* **REQUIREMENT**
When you reach the line with "34px,1404px 78px,1369px 174px,1245px" in the data below, begin printing lines exactly, and stop once the line with "193px,70px 219px,0 389px,0" has been printed.

Segment Open

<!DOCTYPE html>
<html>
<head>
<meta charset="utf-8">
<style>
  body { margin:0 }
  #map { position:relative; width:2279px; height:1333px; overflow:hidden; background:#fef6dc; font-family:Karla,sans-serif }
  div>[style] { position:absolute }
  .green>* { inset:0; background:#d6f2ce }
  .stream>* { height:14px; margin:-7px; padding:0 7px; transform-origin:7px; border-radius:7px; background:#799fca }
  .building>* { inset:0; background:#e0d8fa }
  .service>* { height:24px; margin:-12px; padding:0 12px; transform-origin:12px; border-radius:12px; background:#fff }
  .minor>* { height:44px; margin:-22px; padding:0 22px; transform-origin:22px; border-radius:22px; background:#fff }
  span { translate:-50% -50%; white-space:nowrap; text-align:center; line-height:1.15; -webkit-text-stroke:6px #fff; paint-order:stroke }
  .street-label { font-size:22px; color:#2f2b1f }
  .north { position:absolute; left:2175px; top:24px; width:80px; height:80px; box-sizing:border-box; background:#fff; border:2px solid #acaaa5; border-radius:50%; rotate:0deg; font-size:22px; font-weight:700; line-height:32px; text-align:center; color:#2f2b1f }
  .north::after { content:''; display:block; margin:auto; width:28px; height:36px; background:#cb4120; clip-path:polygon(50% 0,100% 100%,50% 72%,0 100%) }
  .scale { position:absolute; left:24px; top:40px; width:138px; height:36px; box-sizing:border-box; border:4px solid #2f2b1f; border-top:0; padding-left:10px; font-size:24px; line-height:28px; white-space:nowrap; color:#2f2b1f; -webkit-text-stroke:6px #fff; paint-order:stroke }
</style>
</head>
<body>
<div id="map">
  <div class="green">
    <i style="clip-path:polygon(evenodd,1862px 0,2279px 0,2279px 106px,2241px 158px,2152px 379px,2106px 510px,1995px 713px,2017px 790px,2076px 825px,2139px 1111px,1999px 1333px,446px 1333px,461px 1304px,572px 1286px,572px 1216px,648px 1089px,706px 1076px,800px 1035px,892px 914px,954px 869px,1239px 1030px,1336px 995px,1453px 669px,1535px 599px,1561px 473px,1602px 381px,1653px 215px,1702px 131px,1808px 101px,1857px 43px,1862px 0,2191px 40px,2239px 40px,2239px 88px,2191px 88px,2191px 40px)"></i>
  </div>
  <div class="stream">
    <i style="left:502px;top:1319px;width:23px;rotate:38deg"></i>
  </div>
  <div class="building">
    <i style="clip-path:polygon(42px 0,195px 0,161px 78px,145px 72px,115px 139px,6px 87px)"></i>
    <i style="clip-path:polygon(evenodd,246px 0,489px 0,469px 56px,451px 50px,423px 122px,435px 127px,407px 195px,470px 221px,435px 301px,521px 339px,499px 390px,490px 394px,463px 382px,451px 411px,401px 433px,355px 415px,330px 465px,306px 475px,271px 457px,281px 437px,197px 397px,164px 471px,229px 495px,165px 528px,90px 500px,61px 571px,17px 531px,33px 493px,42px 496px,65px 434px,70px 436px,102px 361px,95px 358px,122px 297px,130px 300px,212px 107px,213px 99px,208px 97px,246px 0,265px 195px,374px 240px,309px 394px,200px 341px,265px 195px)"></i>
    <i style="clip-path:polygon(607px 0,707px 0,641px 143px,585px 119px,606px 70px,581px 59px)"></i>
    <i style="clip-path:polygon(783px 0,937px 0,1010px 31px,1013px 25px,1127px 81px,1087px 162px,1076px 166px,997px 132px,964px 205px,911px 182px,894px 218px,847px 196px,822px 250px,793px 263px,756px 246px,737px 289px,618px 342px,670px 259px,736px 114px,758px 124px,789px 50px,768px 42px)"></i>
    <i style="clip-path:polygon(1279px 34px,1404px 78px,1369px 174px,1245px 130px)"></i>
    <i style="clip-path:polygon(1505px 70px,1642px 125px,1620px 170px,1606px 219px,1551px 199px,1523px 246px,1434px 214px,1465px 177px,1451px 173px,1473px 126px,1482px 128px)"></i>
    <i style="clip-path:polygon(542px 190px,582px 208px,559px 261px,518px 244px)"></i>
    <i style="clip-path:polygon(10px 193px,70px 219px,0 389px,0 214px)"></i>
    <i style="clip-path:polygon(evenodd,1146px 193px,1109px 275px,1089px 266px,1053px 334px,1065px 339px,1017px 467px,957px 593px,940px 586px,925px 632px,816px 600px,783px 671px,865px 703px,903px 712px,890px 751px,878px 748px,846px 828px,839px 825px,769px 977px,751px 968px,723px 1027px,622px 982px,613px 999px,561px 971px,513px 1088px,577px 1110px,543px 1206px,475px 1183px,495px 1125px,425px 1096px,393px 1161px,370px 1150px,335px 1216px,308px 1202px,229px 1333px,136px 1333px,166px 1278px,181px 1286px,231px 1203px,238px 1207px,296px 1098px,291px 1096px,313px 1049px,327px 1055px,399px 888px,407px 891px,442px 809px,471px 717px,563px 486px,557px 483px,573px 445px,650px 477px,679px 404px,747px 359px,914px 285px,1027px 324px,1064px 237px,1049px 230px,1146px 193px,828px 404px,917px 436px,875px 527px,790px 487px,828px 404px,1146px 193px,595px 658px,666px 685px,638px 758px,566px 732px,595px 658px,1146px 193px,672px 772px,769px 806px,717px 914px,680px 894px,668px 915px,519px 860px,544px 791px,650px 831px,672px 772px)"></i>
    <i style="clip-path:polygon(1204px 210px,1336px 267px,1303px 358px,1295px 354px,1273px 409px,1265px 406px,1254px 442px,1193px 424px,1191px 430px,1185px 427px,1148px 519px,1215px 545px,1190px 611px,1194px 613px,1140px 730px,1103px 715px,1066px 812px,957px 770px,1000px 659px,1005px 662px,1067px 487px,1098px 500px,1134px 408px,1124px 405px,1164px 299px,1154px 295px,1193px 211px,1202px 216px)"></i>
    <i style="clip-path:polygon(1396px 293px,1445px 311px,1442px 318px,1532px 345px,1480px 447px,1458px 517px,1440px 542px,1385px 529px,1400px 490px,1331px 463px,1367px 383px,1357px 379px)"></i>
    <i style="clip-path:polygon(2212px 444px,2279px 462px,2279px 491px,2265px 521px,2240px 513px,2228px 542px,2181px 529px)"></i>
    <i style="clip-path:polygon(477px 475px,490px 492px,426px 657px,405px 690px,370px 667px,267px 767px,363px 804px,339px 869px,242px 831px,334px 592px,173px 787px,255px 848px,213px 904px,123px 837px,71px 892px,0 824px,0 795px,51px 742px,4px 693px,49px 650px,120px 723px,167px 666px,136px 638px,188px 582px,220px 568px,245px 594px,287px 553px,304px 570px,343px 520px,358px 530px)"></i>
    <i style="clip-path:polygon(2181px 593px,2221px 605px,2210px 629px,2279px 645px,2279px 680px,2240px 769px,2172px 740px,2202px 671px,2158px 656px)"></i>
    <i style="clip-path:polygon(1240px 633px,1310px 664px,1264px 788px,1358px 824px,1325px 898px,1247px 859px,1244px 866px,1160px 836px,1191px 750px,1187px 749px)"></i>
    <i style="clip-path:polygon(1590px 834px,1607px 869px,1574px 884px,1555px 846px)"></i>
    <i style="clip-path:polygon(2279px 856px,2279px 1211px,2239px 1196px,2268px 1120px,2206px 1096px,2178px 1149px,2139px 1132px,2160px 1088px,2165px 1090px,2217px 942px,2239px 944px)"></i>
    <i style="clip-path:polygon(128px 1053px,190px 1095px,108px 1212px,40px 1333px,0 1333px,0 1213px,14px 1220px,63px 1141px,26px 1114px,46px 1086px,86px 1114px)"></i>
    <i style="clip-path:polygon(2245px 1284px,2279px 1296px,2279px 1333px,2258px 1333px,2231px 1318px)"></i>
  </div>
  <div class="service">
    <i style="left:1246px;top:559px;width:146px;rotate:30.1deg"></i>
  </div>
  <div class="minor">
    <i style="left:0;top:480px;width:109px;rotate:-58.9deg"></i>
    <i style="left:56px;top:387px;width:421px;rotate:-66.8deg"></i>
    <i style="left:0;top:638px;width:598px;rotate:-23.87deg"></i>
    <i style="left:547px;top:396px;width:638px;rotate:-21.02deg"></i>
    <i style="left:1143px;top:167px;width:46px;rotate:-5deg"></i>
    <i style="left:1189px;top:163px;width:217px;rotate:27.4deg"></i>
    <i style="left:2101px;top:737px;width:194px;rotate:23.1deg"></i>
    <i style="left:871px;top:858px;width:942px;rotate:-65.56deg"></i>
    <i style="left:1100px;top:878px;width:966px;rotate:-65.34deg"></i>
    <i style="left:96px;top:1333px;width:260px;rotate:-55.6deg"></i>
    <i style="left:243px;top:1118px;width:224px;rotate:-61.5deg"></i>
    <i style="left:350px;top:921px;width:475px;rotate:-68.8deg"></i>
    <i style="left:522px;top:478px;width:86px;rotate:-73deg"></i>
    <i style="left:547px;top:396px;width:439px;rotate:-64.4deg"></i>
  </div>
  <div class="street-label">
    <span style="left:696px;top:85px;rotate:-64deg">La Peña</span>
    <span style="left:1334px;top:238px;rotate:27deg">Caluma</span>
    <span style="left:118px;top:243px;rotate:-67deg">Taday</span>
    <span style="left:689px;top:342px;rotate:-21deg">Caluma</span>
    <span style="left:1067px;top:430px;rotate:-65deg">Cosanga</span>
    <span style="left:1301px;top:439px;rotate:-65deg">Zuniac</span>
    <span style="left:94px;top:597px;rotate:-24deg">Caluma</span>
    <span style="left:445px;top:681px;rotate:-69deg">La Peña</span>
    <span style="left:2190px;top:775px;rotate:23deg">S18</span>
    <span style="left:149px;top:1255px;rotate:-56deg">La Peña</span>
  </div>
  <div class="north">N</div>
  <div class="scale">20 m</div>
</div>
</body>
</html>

Segment Closed

* **RESPONSE AREA**
    <i style="clip-path:polygon(1279px 34px,1404px 78px,1369px 174px,1245px 130px)"></i>
    <i style="clip-path:polygon(1505px 70px,1642px 125px,1620px 170px,1606px 219px,1551px 199px,1523px 246px,1434px 214px,1465px 177px,1451px 173px,1473px 126px,1482px 128px)"></i>
    <i style="clip-path:polygon(542px 190px,582px 208px,559px 261px,518px 244px)"></i>
    <i style="clip-path:polygon(10px 193px,70px 219px,0 389px,0 214px)"></i>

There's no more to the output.